Most debtors emerge from bankruptcy financially stronger and determined to not repeat past mistakes.  Many debtors who receive bankruptcy discharges have steady jobs, no unsecured debt, and low debt-to-income ratios.  Additionally, a bankruptcy debtor cannot receive a second discharge for several years.  That actually sounds like a good credit risk combination, right?  

The federal government recognizes that a person who has recently discharged unsecured debt through bankruptcy has little debt, but must demonstrate a commitment to managing credit in a responsible manner.  That is why the FHA credit guidelines require the debtor to show two years of responsible credit management after the bankruptcy discharge before it will issue a federal guarantee on a home loan.  It is also possible to obtain a federal guarantee after twelve months, if the debtor can show that the bankruptcy was caused by extenuating circumstances beyond his or her control.  An FHA guarantee means that the lender is guaranteed money if the borrower defaults on the loan.  This federal guarantee makes your loan application more appealing to banks and other lenders. 

Rebuilding your credit report and safeguarding your credit score is very important if you want to buy a house after bankruptcy.  Your bankruptcy attorney can provide helpful tips regarding the rebuilding process and help you on the path to home ownership.

Is There Any Way You Can Get Rid Of A Second Mortgage By Filing Bankruptcy?

The short answer is NO if you file a Chapter 7 bankruptcy unless you are surrendering your house. However, if you want to keep your house, you might be able to strip off the second mortgage if you file a Chapter 13 bankruptcy. It works like this. Under current bankruptcy law there is no mechanism to modify a first mortgage secured by a debtor’s home. However, many homeowners have found relief for their home mortgage woes by filing a Chapter 13 bankruptcy case, which allows a bankruptcy judge to strip away an entirely unsecured second mortgage lien.
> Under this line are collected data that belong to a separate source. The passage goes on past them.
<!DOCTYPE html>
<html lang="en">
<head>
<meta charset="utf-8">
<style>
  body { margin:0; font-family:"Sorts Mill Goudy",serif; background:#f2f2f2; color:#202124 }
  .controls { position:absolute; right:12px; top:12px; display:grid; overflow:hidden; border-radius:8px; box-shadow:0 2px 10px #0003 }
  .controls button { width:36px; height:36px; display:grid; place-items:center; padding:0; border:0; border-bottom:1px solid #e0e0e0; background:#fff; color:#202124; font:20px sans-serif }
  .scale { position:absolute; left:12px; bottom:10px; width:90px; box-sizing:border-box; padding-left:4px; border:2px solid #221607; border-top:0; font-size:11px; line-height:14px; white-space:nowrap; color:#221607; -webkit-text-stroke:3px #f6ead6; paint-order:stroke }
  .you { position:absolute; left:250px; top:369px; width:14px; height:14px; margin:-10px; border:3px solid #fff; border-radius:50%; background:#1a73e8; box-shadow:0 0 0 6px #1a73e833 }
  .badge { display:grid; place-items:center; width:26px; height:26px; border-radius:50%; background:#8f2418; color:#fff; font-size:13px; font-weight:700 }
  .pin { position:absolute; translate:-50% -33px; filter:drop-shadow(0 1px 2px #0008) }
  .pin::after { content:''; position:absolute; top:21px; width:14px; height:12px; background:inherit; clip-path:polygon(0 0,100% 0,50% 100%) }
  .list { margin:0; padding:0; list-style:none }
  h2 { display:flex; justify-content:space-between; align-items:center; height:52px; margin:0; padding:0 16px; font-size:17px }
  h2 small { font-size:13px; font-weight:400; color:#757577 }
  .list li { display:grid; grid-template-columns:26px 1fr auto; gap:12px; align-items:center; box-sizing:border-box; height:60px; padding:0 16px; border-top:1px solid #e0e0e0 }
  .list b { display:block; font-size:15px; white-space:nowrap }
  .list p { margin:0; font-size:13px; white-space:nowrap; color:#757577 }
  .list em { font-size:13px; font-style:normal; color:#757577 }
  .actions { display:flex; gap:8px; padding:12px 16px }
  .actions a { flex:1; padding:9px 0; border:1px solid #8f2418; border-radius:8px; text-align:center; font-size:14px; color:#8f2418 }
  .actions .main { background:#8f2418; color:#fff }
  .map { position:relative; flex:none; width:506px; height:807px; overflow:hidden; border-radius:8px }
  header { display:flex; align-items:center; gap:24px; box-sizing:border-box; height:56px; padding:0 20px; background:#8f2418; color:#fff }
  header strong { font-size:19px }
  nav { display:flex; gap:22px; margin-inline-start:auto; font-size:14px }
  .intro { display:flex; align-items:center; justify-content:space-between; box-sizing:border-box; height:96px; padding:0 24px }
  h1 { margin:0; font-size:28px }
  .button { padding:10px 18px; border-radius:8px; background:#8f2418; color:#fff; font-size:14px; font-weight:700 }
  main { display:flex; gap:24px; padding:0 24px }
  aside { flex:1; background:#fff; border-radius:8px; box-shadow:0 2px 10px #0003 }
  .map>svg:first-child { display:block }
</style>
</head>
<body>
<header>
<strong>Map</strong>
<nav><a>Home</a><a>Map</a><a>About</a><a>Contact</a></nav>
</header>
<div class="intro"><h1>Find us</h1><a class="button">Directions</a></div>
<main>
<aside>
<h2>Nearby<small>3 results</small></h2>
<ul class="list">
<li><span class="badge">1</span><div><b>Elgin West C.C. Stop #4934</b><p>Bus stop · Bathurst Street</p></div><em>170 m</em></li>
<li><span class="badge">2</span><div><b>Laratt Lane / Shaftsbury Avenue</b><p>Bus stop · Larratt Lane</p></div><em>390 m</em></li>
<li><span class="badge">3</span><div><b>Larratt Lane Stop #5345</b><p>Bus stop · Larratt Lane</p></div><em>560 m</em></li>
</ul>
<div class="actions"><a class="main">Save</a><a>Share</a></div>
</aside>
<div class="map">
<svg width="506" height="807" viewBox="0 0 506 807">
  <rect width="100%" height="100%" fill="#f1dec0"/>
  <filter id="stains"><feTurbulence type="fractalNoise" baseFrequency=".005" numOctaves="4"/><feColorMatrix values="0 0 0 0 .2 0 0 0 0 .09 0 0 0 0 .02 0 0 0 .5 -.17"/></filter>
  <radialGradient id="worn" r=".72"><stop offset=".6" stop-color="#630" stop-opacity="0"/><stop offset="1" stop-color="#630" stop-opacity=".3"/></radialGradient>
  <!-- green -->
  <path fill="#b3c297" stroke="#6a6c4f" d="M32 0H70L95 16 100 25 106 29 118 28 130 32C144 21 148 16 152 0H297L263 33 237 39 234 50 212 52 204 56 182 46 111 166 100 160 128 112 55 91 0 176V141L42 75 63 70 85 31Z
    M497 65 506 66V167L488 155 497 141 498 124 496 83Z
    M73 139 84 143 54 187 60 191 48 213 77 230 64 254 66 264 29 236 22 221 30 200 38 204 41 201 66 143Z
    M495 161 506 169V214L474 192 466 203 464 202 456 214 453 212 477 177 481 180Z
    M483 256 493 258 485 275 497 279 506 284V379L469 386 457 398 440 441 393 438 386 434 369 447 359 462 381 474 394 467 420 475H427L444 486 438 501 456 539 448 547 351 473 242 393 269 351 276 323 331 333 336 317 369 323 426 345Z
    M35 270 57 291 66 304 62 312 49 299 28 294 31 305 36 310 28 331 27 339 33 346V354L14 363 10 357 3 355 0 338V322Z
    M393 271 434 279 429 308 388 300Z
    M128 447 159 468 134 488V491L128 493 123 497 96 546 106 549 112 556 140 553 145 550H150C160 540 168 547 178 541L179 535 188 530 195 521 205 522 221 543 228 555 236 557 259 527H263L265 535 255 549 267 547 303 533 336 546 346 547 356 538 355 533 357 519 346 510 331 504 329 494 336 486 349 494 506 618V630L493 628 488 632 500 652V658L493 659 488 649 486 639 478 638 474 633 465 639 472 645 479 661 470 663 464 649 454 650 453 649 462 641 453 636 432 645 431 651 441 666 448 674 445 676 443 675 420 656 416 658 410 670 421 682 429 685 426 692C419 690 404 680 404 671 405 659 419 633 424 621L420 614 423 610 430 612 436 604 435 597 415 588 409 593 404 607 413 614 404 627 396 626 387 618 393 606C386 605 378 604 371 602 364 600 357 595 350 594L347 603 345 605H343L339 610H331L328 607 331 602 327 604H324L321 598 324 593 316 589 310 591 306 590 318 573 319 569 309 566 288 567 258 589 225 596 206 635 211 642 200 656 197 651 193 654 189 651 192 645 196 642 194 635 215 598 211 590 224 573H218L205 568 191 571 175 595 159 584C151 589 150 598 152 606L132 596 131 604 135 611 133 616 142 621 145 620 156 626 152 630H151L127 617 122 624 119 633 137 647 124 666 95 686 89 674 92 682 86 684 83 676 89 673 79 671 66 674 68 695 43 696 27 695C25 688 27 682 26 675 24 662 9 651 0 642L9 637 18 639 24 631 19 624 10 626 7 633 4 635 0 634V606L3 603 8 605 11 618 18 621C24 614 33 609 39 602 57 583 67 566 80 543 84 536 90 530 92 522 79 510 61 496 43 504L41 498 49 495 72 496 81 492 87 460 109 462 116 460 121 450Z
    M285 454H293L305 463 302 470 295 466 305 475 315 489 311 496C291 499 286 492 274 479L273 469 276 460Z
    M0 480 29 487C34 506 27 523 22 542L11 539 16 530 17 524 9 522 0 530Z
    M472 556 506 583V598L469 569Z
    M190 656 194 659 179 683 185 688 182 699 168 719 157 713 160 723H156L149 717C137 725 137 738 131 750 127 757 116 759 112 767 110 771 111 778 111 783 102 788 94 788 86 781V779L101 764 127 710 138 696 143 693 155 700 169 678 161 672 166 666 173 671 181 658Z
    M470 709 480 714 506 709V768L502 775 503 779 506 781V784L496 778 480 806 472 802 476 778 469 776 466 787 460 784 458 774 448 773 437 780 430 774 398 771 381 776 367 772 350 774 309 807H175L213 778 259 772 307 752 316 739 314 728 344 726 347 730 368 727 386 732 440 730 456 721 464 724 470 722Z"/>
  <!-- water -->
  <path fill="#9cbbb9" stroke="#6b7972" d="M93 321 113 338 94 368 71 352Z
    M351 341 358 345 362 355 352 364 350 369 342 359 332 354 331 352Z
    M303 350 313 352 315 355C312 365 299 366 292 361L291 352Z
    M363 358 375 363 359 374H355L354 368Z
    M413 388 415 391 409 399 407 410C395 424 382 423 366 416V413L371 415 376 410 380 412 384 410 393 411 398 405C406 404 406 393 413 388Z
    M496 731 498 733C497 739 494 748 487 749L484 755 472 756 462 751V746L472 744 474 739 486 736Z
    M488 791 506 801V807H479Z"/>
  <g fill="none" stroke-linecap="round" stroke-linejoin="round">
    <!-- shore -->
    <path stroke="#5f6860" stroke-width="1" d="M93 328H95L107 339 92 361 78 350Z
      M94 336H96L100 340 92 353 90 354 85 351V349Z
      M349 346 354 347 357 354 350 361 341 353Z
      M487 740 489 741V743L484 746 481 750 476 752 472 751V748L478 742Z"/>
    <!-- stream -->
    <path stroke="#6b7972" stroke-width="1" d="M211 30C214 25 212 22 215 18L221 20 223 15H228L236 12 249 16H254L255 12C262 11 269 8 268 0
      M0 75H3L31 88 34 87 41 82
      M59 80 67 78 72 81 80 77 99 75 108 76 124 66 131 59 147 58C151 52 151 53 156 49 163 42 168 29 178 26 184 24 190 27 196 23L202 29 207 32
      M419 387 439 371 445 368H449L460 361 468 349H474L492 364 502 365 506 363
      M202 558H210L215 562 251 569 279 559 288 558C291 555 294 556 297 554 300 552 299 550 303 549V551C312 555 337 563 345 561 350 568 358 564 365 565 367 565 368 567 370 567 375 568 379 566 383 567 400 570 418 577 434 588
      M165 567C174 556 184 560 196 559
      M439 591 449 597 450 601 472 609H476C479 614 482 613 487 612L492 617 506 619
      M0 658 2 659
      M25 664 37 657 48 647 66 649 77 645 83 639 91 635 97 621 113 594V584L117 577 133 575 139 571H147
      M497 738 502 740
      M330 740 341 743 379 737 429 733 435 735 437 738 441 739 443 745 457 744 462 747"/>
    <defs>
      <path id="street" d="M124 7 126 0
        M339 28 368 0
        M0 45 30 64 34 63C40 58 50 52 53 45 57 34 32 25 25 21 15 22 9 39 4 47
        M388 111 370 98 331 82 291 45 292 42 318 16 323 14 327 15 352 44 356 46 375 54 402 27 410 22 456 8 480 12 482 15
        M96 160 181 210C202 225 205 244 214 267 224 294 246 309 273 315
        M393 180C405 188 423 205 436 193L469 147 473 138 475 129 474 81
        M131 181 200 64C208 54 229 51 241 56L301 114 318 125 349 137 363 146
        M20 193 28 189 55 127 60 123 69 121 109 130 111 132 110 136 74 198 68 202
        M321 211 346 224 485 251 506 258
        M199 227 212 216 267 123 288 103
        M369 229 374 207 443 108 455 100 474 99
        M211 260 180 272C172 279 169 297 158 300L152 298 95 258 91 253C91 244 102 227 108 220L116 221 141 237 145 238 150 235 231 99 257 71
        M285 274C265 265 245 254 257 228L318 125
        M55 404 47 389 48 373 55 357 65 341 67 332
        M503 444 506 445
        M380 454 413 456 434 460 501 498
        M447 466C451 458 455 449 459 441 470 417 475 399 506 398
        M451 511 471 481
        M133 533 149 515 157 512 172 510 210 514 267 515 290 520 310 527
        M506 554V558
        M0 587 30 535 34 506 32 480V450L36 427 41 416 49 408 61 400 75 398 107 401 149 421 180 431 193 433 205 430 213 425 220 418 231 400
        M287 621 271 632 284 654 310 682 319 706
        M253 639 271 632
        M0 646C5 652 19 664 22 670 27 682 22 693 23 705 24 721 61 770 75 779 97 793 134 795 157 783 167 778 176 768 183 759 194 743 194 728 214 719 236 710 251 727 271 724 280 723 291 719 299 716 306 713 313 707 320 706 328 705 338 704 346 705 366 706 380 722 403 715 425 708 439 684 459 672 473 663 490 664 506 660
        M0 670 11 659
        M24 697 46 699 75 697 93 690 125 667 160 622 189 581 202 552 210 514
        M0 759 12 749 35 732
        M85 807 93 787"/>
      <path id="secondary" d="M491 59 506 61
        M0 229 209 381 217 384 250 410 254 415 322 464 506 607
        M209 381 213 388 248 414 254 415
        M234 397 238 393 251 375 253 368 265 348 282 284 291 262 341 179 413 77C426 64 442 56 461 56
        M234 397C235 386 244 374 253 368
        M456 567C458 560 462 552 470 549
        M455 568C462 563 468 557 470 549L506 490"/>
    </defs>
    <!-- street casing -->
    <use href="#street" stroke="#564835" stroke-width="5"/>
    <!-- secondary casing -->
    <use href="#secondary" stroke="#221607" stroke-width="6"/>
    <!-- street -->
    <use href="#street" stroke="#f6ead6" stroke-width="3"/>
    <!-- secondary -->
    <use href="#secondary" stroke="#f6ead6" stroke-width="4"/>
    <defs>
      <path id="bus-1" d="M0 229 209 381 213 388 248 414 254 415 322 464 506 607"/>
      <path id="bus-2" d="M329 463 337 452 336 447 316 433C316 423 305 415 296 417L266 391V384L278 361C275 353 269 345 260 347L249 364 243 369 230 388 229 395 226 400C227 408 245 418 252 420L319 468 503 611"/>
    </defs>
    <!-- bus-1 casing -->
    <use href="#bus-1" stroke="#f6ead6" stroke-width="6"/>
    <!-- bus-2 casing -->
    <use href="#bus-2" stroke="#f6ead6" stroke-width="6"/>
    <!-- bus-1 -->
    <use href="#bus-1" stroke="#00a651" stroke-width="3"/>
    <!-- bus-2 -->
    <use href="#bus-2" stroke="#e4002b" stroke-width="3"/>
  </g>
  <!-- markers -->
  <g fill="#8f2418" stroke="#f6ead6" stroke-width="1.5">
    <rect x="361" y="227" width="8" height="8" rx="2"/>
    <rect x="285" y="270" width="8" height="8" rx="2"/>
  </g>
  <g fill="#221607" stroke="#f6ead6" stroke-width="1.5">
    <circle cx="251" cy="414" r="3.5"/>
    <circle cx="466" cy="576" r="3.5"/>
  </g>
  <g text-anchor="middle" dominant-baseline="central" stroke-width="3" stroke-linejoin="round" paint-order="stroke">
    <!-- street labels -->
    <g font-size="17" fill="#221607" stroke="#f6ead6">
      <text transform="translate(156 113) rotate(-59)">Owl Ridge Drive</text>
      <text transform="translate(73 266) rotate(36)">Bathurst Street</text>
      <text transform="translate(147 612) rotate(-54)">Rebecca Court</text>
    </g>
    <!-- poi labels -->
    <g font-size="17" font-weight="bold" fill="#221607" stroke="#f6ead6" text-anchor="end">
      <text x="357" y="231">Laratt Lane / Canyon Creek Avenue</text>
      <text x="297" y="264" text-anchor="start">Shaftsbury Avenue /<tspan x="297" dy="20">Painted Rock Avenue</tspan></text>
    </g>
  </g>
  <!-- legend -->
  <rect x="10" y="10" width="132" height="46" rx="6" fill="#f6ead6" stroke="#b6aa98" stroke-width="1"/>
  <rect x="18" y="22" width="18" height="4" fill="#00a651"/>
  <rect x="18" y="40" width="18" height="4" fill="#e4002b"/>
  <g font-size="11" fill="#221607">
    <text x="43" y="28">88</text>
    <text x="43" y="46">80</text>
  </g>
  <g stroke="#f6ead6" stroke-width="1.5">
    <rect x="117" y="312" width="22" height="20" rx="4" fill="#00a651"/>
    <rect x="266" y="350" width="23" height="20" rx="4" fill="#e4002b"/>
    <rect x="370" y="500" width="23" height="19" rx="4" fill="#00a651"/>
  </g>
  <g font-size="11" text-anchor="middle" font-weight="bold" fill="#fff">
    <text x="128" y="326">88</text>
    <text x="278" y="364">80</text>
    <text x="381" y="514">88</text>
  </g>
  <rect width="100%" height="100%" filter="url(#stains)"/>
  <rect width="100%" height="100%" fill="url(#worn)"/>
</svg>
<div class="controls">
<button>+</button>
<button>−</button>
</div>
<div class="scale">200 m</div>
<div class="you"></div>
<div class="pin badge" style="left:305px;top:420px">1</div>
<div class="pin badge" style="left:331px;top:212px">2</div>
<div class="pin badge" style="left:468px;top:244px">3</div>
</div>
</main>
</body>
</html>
For example, let’s say you purchased your home for $400,000, and obtained two mortgage loans. Today your home is worth $300,000 and you owe $305,000 on the first mortgage and $70,000 on the second. During a Chapter 13 bankruptcy case a bankruptcy court can strip away the second mortgage lien on your home because it is entirely unsecured by your home (i.e. the value of your home is not more than the first mortgage debt). The above example is only possible when the second mortgage is not secured at all by the value of the home. If the home is merely under-secured, lien stripping is not authorized. For instance, if the value of the home in our example is $305,001, then the loan is partially secured (by one dollar) and its second mortgage lien cannot be stripped.

By stripping the lien from your home, the second mortgage loan becomes an unsecured, non-mortgage debt. Unsecured debts receive the lowest payment priority during a Chapter 13 bankruptcy and typically receive pennies on the dollar, if anything. If you believe that Chapter 13 bankruptcy lien stripping could benefit you and your family, call me at 339-0222 so that I can advise as to whether you can strip off your second mortgage.

Can I Contribute To My 401K After My 401K Loan Ends While In My Chapter 13 Bankruptcy?

In these times of uncertainty about whether social security will be available in the future, it is more important than ever that contributions to retirement accounts be done.  One Judge in the Eastern District of Kentucky has decided that you can contribute to your 401K plan after your 401K loan ends rather than pay the extra amount into your bankruptcy.  This is a big change in the practice of Chapter 13 bankruptcy in the Eastern District of Kentucky.  In the past the Trustee has required that once a 401K loan is paid off the plan payment would then have to increase by the amount of the monthly 401K loan amount.  For debtors who were not contributing to their 401K because of the loan, this meant that they could not contribute to their 401K during the Chapter 13 plan.  If a debtor is making a payment on a 401K loan and contributing to the 401K at the same time, this will not apply to that debtor.  They will still be required to increase their plan payments when the 401K loan ends.

 Example: Debtor is filing a Chapter 13 plan on January 1, 2010 with payments of $500 per month for 5 years.  He has a 401K loan of $250 per month that ends in December of 2012.  He is not currently contributing to his 401K.  The past practice would require that he increase his payment to the Chapter 13 plan in January of 2013 to $750 per month. Under the new opinion, he would not have to increase his payment to the Chapter 13 plan and instead could apply the $250 per month to a 401K contribution.

 The Trustee has asked that in these cases the debtor be required to notify the Trustee within 10 days of the ending of the 401K loan with proof that the amount was now being contributed to the 401K.  If this does not occur then the debtor may be required to turn over the funds to the Trustee as part of the plan payment.